A Polícia Judiciária começou a investigar quem possa estar por detrás do envio dos e-mails e as autoridades sugeriram proteção policial especial aos dez visados. O caso continua até hoje sob investigação e não se conhecem mais ações públicas da Resistência Nacional.

Na altura, o SOS Racismo caracterizou a ação direta como “parada Ku Klux Klan”, tendo ficado assim conhecida na praça pública.

A organização antirracista também anunciou a intenção de fazer queixa ao Ministério Público por ameaças à integridade física, ofensas morais e danos patrimoniais e incitamento ao ódio e à violência. Isto porque estava também em causa um outro episódio, ocorrido em julho, de vandalização da fachada do prédio da sede com a frase “guerra aos inimigos da minha terra”, no que foi entendido pelas autoridades como uma escalada da violência de extrema-direita em Portugal. 

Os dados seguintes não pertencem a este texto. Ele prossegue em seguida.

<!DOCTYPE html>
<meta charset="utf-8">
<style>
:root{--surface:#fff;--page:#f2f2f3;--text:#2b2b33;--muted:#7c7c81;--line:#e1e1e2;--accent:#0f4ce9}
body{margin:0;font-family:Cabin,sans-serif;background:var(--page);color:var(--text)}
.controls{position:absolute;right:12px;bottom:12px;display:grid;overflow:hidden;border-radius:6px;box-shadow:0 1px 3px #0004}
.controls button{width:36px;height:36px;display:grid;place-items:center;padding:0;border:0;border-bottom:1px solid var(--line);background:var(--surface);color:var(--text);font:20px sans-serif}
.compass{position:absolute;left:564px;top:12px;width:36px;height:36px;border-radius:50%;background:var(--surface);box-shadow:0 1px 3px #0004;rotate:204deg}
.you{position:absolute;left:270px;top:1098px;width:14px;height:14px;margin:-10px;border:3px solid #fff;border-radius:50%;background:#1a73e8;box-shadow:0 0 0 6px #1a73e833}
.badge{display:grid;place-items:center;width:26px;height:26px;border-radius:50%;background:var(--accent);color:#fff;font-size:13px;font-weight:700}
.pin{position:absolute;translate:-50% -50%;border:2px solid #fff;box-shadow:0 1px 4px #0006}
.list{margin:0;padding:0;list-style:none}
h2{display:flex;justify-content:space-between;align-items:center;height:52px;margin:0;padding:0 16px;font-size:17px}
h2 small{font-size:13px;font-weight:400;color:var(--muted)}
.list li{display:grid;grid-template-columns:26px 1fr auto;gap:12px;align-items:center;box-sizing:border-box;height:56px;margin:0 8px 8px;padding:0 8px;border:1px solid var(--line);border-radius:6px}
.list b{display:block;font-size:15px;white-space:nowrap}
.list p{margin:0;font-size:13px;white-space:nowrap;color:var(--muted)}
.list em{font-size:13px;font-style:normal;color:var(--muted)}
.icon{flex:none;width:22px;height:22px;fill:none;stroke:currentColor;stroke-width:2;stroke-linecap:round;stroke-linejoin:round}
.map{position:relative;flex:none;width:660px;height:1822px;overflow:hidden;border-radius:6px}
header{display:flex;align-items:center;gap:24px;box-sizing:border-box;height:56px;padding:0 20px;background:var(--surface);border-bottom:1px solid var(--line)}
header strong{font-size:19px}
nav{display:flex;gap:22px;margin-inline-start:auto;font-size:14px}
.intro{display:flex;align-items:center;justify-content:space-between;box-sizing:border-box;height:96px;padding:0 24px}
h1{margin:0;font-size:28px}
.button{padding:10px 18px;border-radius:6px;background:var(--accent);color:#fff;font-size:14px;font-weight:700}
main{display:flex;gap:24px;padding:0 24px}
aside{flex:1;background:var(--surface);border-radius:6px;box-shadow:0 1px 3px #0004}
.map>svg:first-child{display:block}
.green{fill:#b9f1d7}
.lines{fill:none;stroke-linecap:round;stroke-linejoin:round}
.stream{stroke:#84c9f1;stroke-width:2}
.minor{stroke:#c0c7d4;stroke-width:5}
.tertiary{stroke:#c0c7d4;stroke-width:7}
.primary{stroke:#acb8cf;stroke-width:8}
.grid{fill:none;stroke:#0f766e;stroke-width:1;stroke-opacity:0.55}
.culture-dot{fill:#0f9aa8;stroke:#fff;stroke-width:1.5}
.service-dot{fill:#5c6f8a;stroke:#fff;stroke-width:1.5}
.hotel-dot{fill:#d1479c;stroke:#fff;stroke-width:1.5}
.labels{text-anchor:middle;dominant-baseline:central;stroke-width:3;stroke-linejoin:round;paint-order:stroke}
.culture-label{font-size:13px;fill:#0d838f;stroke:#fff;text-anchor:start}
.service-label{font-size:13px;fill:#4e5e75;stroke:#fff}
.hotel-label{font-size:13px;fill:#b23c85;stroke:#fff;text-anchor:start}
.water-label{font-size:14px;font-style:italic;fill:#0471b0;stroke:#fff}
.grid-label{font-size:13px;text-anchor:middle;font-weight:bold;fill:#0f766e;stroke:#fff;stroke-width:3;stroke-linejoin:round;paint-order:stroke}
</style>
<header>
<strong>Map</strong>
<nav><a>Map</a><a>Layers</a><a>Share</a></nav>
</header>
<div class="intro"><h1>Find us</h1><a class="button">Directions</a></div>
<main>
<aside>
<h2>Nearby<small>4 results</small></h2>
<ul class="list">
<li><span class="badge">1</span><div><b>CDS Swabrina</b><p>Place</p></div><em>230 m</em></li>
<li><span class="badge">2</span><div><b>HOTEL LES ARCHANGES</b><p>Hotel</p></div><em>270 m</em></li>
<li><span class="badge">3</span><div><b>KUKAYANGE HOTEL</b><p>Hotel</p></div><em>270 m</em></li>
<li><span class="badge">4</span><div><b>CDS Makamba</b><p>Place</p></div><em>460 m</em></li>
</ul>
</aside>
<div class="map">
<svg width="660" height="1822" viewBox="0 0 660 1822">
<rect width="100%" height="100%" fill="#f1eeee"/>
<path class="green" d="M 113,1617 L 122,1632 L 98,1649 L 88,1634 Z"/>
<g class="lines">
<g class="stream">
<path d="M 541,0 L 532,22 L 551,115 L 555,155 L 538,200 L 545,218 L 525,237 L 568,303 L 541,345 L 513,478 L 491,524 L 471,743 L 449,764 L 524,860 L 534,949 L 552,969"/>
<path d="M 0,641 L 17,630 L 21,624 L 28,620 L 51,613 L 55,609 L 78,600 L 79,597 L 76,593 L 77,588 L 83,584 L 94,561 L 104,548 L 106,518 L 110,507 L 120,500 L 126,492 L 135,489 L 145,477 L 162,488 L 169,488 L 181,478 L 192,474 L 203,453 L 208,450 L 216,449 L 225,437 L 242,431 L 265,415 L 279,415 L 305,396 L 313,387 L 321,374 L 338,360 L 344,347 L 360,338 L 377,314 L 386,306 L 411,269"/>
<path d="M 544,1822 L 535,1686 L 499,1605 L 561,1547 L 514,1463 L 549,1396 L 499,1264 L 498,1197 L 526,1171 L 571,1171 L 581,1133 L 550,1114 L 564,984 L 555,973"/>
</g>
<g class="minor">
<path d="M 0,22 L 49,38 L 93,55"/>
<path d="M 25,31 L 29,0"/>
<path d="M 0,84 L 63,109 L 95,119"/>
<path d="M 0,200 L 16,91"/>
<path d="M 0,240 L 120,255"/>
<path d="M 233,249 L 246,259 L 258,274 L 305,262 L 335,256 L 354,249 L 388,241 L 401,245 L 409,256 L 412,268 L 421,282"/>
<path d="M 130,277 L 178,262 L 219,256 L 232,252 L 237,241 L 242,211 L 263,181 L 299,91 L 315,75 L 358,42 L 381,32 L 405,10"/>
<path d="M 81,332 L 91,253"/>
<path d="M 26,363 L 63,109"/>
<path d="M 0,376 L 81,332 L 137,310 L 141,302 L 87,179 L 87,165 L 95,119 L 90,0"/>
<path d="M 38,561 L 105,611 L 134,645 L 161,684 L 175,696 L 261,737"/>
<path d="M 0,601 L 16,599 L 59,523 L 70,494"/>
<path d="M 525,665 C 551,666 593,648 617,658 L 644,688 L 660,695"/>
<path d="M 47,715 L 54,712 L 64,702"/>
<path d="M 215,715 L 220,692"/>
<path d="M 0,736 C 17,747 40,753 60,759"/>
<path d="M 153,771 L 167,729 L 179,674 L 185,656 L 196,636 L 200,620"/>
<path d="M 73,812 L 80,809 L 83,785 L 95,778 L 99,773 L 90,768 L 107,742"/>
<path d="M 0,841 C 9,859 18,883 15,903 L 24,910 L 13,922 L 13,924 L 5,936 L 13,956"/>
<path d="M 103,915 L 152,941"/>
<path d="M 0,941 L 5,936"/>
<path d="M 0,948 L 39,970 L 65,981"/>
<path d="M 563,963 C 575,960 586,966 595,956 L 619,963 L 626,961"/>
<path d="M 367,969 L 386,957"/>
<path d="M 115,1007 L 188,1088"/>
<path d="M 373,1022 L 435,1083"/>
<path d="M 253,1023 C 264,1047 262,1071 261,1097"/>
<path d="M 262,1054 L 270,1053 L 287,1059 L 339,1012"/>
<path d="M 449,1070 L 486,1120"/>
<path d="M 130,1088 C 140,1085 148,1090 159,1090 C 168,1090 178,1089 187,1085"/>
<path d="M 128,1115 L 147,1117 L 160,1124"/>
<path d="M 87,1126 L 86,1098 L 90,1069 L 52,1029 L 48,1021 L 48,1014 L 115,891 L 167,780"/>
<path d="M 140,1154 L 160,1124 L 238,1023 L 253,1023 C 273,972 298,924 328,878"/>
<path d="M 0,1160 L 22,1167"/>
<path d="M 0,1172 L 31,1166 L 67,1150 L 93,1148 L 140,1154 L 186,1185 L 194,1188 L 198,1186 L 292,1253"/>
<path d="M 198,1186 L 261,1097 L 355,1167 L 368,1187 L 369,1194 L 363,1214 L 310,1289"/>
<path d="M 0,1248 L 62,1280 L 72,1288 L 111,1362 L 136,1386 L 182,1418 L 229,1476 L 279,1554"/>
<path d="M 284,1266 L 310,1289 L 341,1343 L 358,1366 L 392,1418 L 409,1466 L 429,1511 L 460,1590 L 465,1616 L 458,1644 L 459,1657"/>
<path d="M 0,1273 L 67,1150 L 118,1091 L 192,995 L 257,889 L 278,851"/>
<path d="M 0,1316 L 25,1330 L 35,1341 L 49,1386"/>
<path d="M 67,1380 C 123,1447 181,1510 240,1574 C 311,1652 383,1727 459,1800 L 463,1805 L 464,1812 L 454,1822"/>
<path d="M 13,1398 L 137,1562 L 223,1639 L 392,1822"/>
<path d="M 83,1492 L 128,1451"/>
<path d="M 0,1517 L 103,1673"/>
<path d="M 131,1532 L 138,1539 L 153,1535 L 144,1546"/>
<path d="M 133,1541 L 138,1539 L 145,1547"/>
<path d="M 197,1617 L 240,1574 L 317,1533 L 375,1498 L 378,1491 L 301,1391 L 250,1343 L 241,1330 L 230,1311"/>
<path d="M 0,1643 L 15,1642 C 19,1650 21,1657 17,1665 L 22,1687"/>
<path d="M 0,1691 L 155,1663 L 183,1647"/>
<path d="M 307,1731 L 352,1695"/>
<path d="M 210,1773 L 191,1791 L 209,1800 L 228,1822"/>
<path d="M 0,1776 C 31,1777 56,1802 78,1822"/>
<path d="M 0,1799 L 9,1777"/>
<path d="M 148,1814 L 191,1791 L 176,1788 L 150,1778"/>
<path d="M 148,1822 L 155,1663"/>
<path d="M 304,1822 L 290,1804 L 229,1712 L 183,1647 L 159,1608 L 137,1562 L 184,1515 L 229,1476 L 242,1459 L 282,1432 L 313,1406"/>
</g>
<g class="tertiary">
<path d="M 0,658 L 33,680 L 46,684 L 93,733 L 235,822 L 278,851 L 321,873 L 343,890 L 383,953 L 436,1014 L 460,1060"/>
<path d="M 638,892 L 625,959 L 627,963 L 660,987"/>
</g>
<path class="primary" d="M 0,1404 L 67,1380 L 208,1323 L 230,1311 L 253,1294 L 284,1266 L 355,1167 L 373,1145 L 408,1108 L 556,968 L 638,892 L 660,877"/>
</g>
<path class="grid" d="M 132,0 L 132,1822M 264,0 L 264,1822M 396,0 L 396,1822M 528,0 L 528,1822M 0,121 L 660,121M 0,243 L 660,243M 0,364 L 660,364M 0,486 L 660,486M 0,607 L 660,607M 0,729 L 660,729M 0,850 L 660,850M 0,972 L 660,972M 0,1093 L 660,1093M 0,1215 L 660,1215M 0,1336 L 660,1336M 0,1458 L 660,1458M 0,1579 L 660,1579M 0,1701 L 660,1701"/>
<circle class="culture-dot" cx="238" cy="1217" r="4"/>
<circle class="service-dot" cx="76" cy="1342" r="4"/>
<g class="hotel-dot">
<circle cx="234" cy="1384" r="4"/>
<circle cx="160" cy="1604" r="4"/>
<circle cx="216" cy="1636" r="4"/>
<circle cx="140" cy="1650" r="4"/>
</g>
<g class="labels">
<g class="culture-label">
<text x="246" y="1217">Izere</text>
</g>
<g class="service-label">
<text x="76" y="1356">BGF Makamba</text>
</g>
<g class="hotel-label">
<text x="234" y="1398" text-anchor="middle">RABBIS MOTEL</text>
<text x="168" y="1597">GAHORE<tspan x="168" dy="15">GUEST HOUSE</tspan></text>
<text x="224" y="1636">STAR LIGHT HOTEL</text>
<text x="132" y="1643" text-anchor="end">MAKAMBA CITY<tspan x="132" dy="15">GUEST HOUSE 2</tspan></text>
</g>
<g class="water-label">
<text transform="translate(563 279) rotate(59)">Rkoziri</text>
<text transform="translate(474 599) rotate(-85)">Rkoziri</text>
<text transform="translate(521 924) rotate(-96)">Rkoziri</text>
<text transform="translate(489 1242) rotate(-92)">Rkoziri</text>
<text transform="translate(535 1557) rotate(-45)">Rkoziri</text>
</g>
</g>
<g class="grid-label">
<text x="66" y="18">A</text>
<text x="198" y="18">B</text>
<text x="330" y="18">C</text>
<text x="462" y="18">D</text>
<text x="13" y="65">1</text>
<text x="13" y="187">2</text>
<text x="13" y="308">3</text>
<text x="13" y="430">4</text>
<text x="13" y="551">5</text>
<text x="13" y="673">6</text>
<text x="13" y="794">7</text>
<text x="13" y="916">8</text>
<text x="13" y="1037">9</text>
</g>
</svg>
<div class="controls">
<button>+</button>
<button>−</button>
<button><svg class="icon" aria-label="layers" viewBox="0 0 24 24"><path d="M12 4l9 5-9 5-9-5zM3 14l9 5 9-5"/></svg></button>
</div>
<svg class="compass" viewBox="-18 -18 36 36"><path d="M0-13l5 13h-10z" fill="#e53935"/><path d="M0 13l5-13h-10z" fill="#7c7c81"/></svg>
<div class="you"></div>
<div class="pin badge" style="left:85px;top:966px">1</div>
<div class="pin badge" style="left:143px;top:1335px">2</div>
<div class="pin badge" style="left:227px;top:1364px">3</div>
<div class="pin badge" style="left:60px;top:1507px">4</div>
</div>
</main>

A atenção mediática, um dos objetivos da Resistência Nacional pôs as autoridades no seu encalço e o grupo acabou por se desmembrar, ou pelo menos a não ter qualquer atividade pública, dando a entender ter desaparecido. No entanto, um dos seus elementos mais entusiastas, Alexandre Santos, não ficou com a sua militância parada. É mais um exemplo de como grupos de extrema-direita nascem e morrem para depois outros serem fundados, com os seus elementos a circularem por este universo. 

Entre janeiro e fevereiro de 2021, Alexandre Santos fundou o grupo de extrema-direita Força Nova, com o secretário-geral a ser Artur Miguel Rodrigues Costa. O grupo segue o identitarismo da terceira posição, inspirada no ideólogo neofascista Julius Evola, da italiana Fuerza Nova e tem estabelecido ligações internacionais com as várias filiais nacionais deste partido. Os militantes portugueses já participaram em debates organizados pelos italianos e são próximos do grupo internacional Europa Terra Nostra

O estreitar de relações não se fica apenas pelo palco internacional. No plano nacional, Alexandre Santos aproximou-se de João Martins, conhecido militante identitário e responsável pelo assassínio de Alcindo Monteiro, em 1995, e que já participou em debates e ações de rua da Força Nacional.